• [WORK TASK]: With the pictures excluded, retype the records that follow exactly.

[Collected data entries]
■ ■ ■ ■ ■ ■ ■

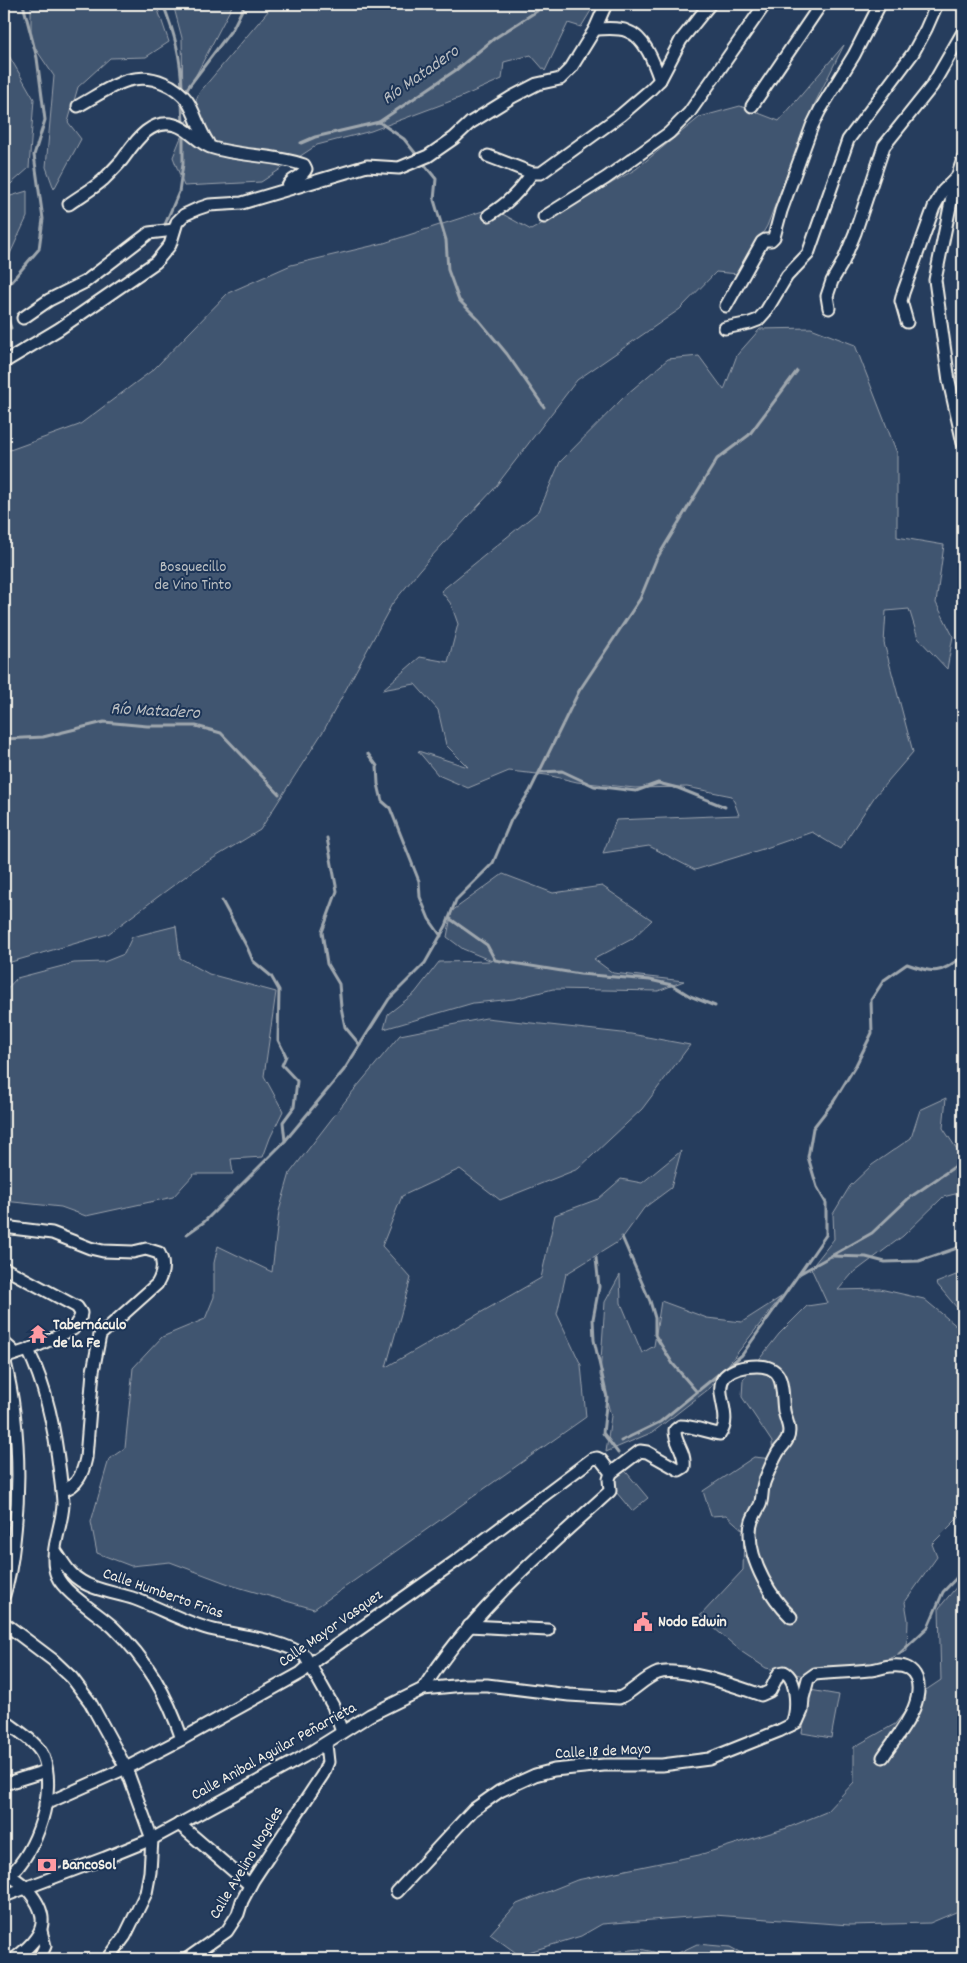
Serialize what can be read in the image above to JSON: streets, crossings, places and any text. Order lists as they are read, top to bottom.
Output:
{
  "streets": {
    "street": [
      "Calle Humberto Frias",
      "Calle Mayor Vasquez",
      "Calle Anibal Aguilar Peñarrieta",
      "Calle 18 de Mayo",
      "Calle Avelino Nogales"
    ]
  },
  "crossings": [
    ["Calle Humberto Frias", "Calle Mayor Vasquez"],
    ["Calle Humberto Frias", "Calle Anibal Aguilar Peñarrieta"],
    ["Calle Anibal Aguilar Peñarrieta", "Calle 18 de Mayo"],
    ["Calle Anibal Aguilar Peñarrieta", "Calle Avelino Nogales"]
  ],
  "water": ["Río Matadero"],
  "parks": ["Bosquecillo de Vino Tinto"],
  "places": {
    "temple": ["Tabernáculo de la Fe"],
    "public building": ["Nodo Edwin"],
    "bank": ["BancoSol"]
  }
}
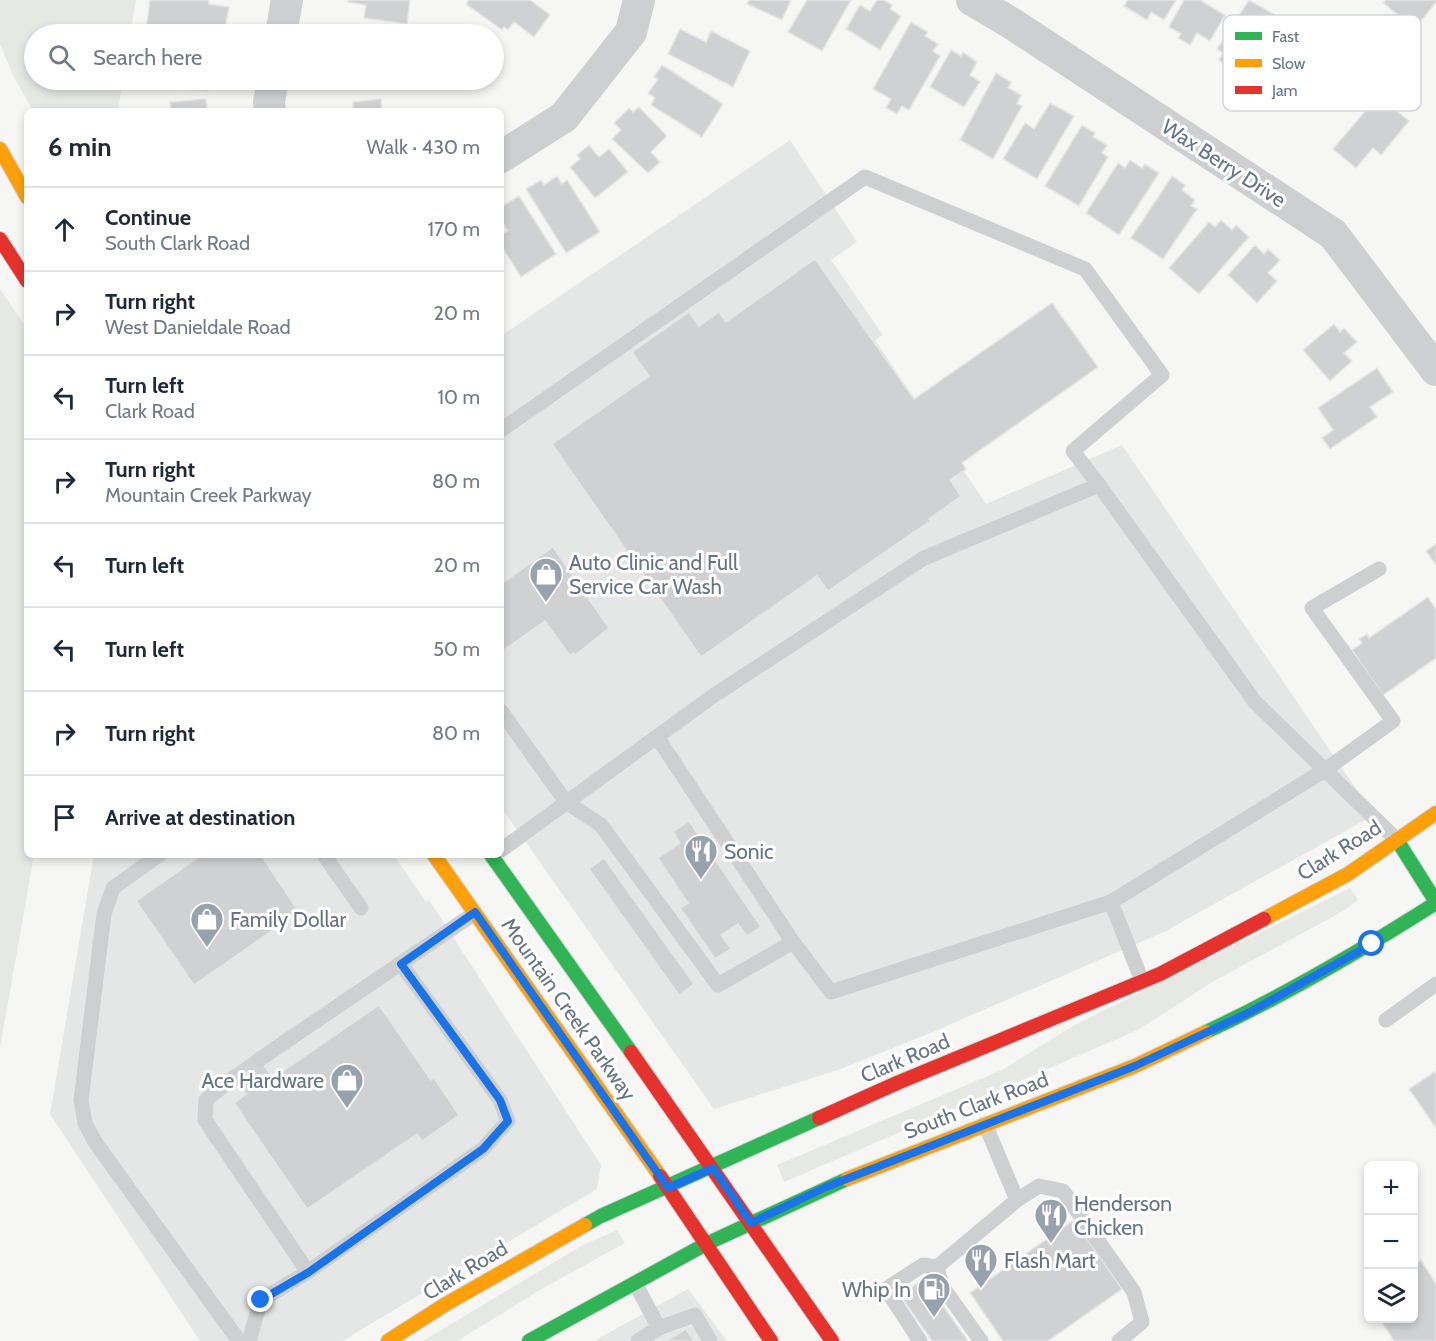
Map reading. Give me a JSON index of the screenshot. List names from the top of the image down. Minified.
{"streets":{"main road":["Clark Road","Mountain Creek Parkway","South Clark Road"],"street":["Wax Berry Drive"]},"crossings":[["Clark Road","Mountain Creek Parkway"],["Mountain Creek Parkway","South Clark Road"]],"places":{"shop":["Auto Clinic and Full Service Car Wash","Family Dollar","Ace Hardware"],"restaurant":["Sonic","Henderson Chicken","Flash Mart"],"fuel station":["Whip In"]},"legend":["Fast","Slow","Jam"],"page":{"search":"Search here","heading":["6 min","Walk · 430 m"],"list":[["Continue","South Clark Road","170 m"],["Turn right","West Danieldale Road","20 m"],["Turn left","Clark Road","10 m"],["Turn right","Mountain Creek Parkway","80 m"],["Turn left","20 m"],["Turn left","50 m"],["Turn right","80 m"],"Arrive at destination"],"map_buttons":["+","−"]}}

■ ■ ■ ■ ■ ■ ■

• [OUTPUT]:
Serialize what can be read in the image above to JSON: streets, crossings, places and any text. Order lists as they are read, top to bottom.
Output:
{
  "streets": {
    "street": [
      "Calle Humberto Frias",
      "Calle Mayor Vasquez",
      "Calle Anibal Aguilar Peñarrieta",
      "Calle 18 de Mayo",
      "Calle Avelino Nogales"
    ]
  },
  "crossings": [
    ["Calle Humberto Frias", "Calle Mayor Vasquez"],
    ["Calle Humberto Frias", "Calle Anibal Aguilar Peñarrieta"],
    ["Calle Anibal Aguilar Peñarrieta", "Calle 18 de Mayo"],
    ["Calle Anibal Aguilar Peñarrieta", "Calle Avelino Nogales"]
  ],
  "water": ["Río Matadero"],
  "parks": ["Bosquecillo de Vino Tinto"],
  "places": {
    "temple": ["Tabernáculo de la Fe"],
    "public building": ["Nodo Edwin"],
    "bank": ["BancoSol"]
  }
}
Map reading. Give me a JSON index of the screenshot. List names from the top of the image down. Minified.
{"streets":{"main road":["Clark Road","Mountain Creek Parkway","South Clark Road"],"street":["Wax Berry Drive"]},"crossings":[["Clark Road","Mountain Creek Parkway"],["Mountain Creek Parkway","South Clark Road"]],"places":{"shop":["Auto Clinic and Full Service Car Wash","Family Dollar","Ace Hardware"],"restaurant":["Sonic","Henderson Chicken","Flash Mart"],"fuel station":["Whip In"]},"legend":["Fast","Slow","Jam"],"page":{"search":"Search here","heading":["6 min","Walk · 430 m"],"list":[["Continue","South Clark Road","170 m"],["Turn right","West Danieldale Road","20 m"],["Turn left","Clark Road","10 m"],["Turn right","Mountain Creek Parkway","80 m"],["Turn left","20 m"],["Turn left","50 m"],["Turn right","80 m"],"Arrive at destination"],"map_buttons":["+","−"]}}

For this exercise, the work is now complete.